Segment Start: Source data
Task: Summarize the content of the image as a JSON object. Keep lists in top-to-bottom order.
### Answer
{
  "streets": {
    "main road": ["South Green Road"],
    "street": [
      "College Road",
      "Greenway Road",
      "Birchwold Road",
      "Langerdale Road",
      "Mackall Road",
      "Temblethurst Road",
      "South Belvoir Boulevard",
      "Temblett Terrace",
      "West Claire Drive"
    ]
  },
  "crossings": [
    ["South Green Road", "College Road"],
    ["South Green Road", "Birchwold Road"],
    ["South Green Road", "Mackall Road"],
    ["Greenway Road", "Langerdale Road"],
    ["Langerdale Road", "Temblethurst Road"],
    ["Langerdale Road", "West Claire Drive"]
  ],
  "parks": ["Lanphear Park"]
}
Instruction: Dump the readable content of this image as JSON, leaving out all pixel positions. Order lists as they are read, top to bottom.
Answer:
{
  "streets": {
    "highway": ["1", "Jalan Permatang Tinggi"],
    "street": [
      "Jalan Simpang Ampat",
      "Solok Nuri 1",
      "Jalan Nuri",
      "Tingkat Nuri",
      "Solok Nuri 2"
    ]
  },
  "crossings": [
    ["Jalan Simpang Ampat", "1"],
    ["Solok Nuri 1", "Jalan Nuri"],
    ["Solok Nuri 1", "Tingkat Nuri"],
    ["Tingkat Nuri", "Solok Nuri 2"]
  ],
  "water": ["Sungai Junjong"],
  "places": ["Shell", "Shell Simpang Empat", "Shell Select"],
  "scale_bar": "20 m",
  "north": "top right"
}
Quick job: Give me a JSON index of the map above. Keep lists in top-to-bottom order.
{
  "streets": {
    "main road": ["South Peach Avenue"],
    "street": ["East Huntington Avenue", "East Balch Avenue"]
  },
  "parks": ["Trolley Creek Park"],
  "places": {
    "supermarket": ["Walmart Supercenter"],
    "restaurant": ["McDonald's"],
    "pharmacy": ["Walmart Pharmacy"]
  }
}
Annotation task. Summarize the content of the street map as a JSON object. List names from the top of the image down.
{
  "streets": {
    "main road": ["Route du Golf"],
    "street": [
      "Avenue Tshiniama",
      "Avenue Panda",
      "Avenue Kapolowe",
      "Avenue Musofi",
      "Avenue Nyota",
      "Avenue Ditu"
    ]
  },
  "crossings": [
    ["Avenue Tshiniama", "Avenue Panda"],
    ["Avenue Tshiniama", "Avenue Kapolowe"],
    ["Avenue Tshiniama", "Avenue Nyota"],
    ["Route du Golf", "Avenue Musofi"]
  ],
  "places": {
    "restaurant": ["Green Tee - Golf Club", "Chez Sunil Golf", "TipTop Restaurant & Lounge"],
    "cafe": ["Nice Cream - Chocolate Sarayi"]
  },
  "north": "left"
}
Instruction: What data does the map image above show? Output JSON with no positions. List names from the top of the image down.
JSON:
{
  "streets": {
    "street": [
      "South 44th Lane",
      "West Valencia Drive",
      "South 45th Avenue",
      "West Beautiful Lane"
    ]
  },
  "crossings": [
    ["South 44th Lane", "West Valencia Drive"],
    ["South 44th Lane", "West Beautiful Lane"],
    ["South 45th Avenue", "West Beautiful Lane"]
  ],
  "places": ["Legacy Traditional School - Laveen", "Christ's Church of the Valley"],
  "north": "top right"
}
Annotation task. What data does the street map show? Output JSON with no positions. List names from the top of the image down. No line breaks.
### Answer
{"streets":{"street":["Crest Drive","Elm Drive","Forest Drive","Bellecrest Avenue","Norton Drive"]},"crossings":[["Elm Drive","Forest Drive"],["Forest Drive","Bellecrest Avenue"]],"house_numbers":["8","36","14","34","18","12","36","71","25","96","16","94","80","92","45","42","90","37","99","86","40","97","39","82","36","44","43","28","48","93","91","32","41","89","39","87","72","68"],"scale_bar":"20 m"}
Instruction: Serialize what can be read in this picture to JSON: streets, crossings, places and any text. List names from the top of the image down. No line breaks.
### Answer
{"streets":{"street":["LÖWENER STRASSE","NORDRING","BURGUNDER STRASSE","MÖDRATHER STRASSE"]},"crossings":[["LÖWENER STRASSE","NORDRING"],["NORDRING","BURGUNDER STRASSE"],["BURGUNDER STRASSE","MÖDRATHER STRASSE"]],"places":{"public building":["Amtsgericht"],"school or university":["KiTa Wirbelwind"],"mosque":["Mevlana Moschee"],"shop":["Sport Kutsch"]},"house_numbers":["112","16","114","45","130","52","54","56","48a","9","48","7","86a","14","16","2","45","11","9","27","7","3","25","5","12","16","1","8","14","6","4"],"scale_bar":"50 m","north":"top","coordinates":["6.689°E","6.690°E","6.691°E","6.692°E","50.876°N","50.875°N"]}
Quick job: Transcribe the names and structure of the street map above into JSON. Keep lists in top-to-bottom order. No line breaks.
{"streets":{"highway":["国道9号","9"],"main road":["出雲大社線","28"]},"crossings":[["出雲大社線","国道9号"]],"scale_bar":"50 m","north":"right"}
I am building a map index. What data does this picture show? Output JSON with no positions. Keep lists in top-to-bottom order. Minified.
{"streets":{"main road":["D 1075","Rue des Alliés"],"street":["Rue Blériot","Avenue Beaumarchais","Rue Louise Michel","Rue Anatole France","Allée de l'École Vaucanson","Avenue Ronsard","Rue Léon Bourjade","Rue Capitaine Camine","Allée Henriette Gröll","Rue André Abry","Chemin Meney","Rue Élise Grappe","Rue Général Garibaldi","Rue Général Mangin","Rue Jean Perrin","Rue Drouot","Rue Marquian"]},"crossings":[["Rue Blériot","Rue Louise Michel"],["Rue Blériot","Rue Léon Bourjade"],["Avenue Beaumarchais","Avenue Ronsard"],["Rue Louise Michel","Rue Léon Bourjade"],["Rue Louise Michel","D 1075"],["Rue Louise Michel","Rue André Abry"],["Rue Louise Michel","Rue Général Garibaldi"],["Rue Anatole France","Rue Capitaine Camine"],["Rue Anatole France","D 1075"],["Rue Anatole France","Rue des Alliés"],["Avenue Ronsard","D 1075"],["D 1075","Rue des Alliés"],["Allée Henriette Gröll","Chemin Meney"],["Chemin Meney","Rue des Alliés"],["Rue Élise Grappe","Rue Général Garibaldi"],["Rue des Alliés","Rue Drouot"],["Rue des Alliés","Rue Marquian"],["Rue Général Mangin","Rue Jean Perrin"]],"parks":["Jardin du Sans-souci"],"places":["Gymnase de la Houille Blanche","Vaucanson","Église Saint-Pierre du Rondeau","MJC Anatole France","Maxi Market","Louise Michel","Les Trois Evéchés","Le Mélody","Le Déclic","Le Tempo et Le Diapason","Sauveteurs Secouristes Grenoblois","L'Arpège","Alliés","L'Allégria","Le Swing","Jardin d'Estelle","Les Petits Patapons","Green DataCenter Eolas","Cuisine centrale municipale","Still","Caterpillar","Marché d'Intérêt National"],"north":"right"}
Segment End: Source data
Only lines holding the string "Instruction" are wanted; gather each one from the entries above.

Instruction: Dump the readable content of this image as JSON, leaving out all pixel positions. Order lists as they are read, top to bottom.
Instruction: What data does the map image above show? Output JSON with no positions. List names from the top of the image down.
Instruction: Serialize what can be read in this picture to JSON: streets, crossings, places and any text. List names from the top of the image down. No line breaks.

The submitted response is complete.